START Source records

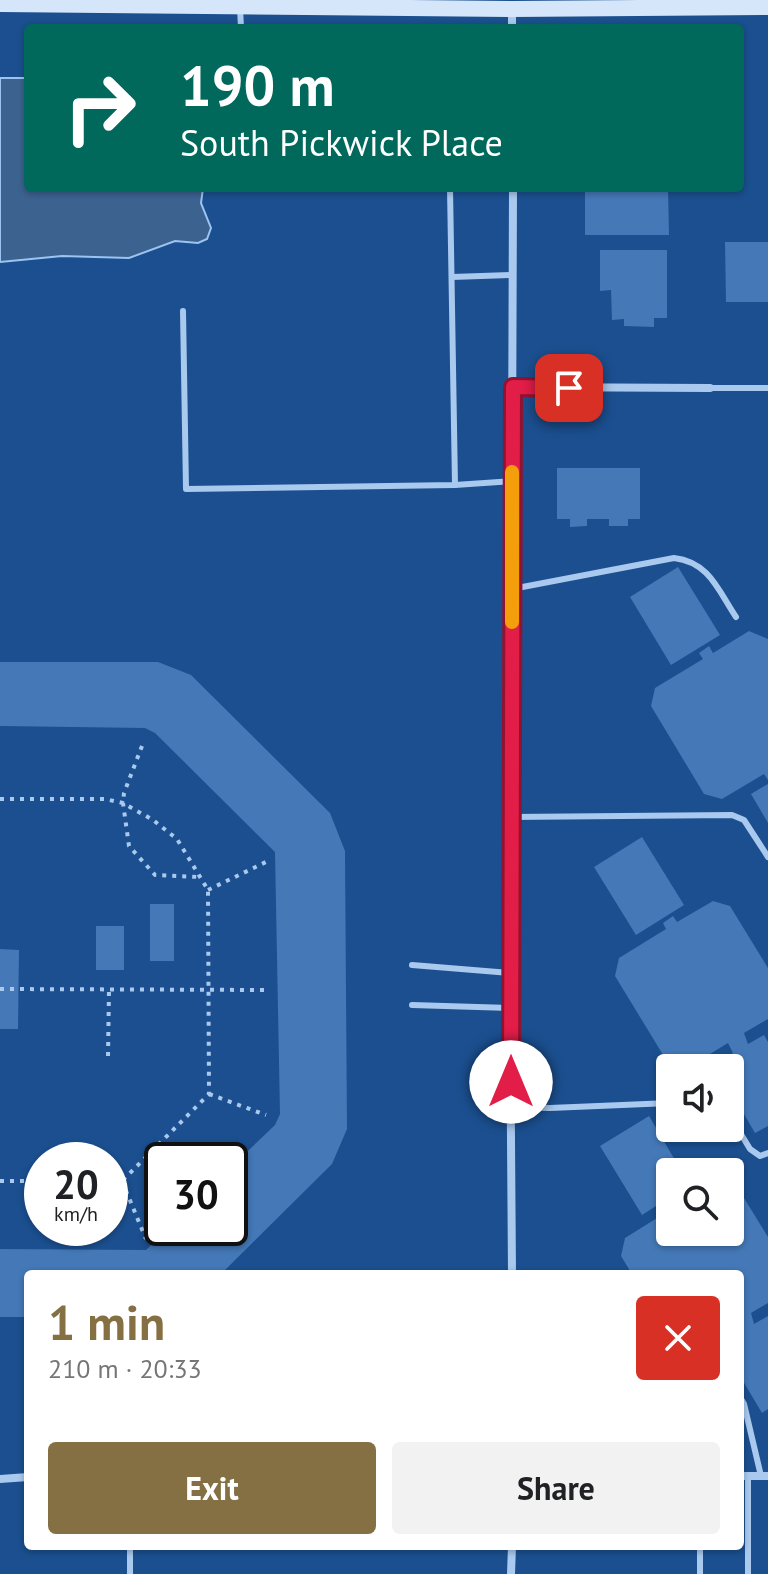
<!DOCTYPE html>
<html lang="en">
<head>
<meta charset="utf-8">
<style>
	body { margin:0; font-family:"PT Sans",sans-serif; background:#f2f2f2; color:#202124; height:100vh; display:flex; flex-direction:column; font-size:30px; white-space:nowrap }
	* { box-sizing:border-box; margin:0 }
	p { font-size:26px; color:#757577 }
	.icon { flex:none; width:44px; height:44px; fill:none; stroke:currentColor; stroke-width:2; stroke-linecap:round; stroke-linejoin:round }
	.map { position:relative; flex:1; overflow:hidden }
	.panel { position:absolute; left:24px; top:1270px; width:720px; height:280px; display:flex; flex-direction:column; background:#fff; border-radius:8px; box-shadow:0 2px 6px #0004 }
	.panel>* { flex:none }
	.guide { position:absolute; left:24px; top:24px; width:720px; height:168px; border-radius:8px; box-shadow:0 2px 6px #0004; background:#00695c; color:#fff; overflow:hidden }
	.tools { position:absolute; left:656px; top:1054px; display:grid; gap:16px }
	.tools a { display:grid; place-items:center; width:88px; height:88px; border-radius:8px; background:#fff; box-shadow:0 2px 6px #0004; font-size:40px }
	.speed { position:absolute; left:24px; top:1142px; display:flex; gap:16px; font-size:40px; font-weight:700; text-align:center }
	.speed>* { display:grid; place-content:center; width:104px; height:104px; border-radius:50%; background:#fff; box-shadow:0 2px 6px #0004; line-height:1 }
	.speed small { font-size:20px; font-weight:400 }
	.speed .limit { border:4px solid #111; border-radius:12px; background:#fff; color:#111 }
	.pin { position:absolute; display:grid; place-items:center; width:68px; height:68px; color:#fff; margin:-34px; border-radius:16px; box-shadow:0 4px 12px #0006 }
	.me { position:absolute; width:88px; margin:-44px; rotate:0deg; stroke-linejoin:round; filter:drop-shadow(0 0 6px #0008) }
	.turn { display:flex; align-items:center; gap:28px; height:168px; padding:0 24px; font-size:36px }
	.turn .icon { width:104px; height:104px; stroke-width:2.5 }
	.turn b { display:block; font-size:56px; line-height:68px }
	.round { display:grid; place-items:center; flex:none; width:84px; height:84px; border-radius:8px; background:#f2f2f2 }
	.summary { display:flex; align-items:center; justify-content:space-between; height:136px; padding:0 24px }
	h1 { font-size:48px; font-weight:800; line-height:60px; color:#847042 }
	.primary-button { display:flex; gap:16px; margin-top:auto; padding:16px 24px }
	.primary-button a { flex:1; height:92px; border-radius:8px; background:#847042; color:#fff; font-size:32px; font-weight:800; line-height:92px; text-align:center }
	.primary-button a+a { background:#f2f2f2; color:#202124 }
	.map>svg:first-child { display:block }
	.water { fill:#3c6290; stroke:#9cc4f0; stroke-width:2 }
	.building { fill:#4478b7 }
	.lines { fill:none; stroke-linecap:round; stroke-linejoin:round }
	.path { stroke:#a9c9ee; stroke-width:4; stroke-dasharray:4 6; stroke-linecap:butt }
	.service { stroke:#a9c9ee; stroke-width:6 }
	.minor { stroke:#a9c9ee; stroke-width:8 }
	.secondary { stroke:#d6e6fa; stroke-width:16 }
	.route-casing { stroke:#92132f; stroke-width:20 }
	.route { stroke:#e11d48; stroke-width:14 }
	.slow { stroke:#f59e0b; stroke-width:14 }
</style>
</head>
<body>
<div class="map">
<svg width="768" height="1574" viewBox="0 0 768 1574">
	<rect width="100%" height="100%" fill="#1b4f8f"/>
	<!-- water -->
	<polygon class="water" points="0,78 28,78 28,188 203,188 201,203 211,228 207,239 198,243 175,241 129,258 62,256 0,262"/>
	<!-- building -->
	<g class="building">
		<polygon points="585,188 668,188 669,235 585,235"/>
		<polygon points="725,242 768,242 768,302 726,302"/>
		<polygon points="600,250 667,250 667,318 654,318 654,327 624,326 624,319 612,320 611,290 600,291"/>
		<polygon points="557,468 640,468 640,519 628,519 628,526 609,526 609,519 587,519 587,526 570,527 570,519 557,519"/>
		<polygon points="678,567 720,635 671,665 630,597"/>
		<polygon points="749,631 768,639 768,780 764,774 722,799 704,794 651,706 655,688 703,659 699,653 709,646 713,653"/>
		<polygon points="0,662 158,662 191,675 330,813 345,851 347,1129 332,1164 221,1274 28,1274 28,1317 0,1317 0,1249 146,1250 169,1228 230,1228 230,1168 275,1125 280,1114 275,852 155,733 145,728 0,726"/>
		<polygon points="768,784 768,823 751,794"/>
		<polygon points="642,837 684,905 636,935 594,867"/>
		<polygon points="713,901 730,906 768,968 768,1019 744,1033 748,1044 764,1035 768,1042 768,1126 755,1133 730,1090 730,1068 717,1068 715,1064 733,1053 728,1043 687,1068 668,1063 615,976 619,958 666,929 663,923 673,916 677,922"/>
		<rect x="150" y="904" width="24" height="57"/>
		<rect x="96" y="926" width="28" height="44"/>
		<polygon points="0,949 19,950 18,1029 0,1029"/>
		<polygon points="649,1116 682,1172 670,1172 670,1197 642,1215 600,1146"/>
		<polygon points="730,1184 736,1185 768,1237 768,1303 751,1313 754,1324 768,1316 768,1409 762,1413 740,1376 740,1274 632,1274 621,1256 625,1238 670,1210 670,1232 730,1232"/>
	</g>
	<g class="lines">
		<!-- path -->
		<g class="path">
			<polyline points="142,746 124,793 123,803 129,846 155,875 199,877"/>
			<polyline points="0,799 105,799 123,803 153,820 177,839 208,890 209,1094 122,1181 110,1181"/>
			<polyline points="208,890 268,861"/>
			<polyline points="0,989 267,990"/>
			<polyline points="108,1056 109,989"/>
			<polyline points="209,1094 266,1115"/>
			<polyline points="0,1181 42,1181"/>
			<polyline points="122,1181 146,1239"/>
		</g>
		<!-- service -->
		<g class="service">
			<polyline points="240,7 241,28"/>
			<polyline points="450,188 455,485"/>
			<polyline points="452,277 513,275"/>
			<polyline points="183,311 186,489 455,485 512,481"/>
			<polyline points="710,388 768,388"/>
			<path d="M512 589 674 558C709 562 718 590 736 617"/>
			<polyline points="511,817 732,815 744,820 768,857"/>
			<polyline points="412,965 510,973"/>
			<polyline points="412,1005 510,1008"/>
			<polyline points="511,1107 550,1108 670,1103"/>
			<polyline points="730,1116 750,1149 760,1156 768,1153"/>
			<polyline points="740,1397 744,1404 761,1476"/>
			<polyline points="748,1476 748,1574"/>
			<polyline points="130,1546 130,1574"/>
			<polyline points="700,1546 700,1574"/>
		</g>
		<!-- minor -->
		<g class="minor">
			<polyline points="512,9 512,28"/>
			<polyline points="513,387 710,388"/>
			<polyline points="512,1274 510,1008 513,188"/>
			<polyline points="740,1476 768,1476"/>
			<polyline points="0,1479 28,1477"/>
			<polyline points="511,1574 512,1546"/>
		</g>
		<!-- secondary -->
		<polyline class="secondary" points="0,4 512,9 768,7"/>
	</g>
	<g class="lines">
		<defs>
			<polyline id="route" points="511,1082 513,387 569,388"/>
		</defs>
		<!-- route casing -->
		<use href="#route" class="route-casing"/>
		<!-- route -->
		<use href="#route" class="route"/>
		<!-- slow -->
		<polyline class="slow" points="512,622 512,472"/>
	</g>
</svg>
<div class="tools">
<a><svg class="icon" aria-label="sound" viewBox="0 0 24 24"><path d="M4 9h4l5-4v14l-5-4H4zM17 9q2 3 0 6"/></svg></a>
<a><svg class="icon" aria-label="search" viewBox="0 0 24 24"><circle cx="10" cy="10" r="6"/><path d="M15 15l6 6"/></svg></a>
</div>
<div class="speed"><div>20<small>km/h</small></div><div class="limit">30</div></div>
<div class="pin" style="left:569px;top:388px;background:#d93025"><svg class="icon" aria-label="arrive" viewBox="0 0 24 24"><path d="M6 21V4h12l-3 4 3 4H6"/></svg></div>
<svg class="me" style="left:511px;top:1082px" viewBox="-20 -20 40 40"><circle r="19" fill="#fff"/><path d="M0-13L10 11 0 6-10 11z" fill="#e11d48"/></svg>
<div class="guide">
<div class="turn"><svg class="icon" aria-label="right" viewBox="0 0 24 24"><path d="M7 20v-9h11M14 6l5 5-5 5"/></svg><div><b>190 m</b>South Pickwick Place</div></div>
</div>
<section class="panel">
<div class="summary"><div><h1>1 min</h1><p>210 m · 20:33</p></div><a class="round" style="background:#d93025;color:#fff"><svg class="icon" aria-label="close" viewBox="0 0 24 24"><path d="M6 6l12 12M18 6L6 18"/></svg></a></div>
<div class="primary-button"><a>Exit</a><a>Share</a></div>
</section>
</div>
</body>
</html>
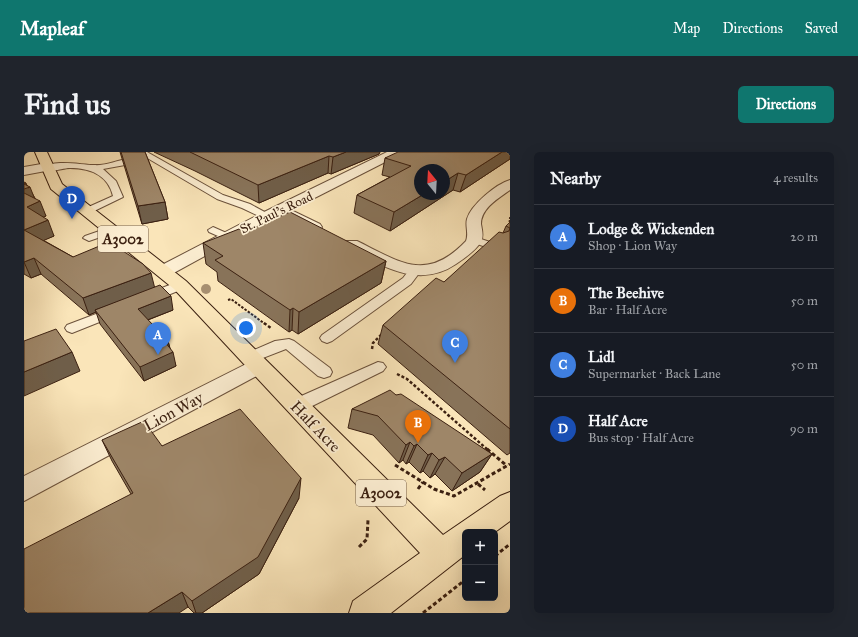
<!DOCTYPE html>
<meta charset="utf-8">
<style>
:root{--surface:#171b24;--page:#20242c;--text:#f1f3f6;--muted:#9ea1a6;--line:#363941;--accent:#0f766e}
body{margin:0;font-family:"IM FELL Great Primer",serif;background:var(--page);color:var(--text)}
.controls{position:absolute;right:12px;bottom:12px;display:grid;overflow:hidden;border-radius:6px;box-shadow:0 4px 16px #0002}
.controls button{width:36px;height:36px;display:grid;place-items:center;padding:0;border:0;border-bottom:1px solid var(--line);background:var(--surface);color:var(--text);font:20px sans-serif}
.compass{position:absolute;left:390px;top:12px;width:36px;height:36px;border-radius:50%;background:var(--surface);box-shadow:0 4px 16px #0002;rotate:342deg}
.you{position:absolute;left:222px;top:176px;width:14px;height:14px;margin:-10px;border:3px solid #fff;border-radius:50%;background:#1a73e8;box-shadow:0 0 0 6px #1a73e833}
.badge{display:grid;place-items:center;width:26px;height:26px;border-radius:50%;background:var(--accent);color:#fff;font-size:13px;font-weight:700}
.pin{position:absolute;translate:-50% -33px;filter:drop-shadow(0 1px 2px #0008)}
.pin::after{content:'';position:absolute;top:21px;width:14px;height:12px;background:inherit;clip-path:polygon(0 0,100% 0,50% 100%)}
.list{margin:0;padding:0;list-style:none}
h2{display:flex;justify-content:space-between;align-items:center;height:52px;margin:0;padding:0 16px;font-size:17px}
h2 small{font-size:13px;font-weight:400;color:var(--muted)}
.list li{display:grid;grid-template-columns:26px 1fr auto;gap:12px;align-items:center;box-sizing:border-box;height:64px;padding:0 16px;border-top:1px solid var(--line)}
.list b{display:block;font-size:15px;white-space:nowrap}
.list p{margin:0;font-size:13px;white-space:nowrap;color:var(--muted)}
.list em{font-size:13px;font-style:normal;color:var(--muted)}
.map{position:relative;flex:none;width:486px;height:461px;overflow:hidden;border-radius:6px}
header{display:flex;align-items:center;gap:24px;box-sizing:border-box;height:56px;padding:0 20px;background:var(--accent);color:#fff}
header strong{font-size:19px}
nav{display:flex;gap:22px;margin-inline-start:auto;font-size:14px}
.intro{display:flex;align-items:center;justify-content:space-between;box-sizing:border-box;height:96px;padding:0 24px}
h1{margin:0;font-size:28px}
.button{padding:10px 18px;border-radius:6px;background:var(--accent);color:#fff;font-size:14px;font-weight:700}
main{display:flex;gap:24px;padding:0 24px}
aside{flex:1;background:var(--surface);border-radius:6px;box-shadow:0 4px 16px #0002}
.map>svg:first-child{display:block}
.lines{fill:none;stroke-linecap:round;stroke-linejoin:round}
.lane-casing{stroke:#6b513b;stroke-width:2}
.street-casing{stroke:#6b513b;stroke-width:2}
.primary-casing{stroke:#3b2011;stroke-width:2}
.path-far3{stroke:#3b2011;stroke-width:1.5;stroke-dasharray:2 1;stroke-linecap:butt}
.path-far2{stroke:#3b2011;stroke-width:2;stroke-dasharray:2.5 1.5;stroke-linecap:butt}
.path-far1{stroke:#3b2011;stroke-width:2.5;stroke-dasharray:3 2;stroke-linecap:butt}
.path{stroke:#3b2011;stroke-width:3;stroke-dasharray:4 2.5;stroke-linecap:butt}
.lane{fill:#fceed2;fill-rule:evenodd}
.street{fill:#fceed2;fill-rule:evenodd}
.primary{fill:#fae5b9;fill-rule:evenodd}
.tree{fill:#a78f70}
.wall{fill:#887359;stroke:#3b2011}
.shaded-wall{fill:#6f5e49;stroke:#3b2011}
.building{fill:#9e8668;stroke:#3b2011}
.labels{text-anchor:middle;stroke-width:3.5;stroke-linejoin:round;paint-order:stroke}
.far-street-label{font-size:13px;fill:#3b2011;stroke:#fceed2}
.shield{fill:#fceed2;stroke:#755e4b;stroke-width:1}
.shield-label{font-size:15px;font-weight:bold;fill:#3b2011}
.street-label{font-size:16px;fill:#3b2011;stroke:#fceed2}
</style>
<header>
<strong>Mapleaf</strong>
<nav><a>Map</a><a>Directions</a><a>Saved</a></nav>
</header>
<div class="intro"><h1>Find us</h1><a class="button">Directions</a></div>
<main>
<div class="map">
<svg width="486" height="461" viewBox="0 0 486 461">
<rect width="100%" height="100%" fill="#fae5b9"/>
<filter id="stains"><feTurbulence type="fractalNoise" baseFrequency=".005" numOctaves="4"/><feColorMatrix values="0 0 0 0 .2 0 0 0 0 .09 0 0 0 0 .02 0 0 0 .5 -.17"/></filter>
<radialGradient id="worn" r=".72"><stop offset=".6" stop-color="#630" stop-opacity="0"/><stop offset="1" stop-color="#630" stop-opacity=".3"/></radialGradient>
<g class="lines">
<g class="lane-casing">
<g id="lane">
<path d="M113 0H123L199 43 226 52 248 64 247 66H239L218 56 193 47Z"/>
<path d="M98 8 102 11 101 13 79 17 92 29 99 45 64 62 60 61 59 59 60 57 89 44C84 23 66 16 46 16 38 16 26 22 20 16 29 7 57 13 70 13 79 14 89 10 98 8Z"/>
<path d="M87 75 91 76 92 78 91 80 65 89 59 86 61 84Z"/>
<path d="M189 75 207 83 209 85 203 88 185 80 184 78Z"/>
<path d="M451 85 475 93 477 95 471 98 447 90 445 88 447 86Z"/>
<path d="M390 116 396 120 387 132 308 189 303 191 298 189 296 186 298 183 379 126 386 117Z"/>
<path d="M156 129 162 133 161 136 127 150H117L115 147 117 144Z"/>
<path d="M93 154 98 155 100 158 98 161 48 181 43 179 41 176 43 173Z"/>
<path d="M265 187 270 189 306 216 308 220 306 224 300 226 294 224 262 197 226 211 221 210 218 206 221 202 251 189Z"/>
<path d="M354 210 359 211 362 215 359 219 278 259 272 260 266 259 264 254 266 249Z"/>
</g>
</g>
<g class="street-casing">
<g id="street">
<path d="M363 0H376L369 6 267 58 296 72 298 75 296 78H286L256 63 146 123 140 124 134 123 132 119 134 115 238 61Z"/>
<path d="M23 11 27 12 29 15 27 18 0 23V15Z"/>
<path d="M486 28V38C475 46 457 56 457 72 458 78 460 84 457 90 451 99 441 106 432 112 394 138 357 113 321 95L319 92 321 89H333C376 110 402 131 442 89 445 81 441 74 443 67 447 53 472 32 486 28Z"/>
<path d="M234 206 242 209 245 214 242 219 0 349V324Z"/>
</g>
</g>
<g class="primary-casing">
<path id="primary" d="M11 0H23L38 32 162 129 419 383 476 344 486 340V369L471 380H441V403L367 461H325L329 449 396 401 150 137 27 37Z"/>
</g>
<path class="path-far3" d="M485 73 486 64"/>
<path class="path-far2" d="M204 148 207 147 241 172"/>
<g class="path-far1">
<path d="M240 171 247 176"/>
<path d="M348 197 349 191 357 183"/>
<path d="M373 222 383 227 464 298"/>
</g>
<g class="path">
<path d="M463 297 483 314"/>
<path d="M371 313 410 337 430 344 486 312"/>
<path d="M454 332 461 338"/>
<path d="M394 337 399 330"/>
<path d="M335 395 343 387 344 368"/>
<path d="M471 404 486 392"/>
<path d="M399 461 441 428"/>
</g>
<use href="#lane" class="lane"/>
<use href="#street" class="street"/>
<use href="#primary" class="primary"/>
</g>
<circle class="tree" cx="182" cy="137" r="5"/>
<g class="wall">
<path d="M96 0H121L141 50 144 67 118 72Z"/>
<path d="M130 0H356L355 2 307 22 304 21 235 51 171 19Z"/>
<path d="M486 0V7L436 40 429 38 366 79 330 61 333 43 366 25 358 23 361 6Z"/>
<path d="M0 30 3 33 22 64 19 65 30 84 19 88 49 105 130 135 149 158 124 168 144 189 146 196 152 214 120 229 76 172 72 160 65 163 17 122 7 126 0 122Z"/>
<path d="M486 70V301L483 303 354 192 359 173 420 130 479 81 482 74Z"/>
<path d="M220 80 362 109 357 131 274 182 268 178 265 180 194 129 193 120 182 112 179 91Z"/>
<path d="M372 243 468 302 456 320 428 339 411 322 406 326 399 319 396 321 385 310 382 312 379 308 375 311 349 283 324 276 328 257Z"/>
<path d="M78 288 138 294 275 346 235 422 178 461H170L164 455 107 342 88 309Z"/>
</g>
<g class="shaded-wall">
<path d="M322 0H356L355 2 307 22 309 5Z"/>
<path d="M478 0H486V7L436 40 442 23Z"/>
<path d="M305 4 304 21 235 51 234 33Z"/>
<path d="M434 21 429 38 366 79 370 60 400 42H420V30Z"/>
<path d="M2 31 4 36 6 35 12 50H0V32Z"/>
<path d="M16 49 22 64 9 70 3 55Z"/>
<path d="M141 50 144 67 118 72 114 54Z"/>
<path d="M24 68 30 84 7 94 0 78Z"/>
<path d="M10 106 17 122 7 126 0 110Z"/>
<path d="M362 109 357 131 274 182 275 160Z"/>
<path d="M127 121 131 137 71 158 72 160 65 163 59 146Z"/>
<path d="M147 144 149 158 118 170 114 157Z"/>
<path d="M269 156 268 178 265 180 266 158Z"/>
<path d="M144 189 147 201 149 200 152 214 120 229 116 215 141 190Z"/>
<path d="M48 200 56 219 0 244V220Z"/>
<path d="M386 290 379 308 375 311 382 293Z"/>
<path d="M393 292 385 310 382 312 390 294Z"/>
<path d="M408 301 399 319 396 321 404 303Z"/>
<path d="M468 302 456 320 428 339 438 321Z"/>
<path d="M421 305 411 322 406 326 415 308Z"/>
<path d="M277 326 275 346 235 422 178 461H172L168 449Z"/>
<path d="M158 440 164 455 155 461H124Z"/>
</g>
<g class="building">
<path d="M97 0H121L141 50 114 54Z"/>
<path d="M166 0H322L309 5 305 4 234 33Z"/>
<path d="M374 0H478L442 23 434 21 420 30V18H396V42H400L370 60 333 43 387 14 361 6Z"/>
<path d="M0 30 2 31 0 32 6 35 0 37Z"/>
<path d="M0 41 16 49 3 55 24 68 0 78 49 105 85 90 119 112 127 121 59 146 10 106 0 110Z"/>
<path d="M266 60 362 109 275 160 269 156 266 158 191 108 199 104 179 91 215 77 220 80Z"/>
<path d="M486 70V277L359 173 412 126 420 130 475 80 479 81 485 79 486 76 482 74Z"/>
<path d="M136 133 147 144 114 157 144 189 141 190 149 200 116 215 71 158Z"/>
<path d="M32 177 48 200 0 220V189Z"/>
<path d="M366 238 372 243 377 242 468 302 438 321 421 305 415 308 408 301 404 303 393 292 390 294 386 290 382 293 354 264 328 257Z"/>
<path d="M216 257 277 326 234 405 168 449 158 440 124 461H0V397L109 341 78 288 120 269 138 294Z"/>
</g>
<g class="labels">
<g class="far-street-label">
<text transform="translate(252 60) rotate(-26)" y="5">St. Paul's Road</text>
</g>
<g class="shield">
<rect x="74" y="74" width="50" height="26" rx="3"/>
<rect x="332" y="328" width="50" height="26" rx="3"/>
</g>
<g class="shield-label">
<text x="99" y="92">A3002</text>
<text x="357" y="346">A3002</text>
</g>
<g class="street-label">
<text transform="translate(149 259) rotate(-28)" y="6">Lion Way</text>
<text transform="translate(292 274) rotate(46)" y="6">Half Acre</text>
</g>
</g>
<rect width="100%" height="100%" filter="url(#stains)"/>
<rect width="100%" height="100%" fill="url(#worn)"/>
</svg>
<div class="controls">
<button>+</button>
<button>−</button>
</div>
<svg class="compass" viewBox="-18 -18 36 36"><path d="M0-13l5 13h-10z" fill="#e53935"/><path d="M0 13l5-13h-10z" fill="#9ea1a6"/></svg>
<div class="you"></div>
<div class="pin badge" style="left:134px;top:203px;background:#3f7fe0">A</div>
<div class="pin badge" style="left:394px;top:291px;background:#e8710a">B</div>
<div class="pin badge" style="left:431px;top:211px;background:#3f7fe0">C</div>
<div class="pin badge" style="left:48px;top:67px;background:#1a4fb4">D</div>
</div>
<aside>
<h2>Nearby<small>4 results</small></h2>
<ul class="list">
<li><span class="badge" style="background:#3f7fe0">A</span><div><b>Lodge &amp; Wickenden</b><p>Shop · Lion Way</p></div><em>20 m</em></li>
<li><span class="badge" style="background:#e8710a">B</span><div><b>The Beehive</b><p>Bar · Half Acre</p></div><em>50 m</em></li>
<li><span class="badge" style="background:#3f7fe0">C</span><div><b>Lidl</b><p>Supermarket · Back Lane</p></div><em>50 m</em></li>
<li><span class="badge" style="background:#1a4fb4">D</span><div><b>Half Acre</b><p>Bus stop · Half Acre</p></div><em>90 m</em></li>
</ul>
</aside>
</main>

END Source records

# Your goal
Lines with "Directions": copy every one of them from the listing above.

# Solution to this problem
<nav><a>Map</a><a>Directions</a><a>Saved</a></nav>
<div class="intro"><h1>Find us</h1><a class="button">Directions</a></div>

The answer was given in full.